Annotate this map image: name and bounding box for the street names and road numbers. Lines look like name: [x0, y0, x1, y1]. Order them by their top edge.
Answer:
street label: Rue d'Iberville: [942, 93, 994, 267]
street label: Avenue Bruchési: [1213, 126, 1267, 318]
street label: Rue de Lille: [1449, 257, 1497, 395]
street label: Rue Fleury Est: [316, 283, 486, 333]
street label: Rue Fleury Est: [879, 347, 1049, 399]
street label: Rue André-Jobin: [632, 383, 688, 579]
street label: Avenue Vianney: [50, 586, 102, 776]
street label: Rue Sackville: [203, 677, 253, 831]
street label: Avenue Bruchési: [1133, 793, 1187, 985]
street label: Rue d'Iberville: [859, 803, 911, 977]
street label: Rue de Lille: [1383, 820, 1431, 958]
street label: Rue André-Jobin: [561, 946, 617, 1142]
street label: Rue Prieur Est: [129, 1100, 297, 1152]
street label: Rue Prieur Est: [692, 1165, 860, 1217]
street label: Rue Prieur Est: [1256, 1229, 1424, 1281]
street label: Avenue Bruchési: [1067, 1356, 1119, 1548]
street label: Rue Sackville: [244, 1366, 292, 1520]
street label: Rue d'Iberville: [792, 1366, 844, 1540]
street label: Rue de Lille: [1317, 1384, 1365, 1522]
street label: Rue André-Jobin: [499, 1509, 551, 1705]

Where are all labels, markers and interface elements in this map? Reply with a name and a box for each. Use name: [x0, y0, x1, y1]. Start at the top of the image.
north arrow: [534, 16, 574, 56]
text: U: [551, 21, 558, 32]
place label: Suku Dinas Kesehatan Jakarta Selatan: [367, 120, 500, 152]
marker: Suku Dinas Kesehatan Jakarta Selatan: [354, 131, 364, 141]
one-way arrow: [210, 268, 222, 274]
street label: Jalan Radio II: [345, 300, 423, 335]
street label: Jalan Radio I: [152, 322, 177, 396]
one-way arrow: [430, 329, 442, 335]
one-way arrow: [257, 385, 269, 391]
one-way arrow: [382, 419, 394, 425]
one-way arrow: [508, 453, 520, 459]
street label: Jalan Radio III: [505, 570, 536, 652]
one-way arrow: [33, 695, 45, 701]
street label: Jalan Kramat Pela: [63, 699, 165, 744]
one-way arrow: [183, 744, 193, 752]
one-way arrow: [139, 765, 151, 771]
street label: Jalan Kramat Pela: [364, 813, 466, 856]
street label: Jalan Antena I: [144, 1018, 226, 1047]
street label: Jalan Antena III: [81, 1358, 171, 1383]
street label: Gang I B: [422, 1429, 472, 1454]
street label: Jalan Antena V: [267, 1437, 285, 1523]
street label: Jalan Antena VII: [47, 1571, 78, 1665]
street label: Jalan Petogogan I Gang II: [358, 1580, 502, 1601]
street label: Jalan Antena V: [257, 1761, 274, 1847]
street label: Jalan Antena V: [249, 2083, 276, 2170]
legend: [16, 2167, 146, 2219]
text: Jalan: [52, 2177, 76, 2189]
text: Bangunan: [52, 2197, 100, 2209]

▶ _WHAT IS NEEDED_
In the listing, count every line holding the word "text"; answer with the count alone.

▶ _EXERCISE RESULT_
3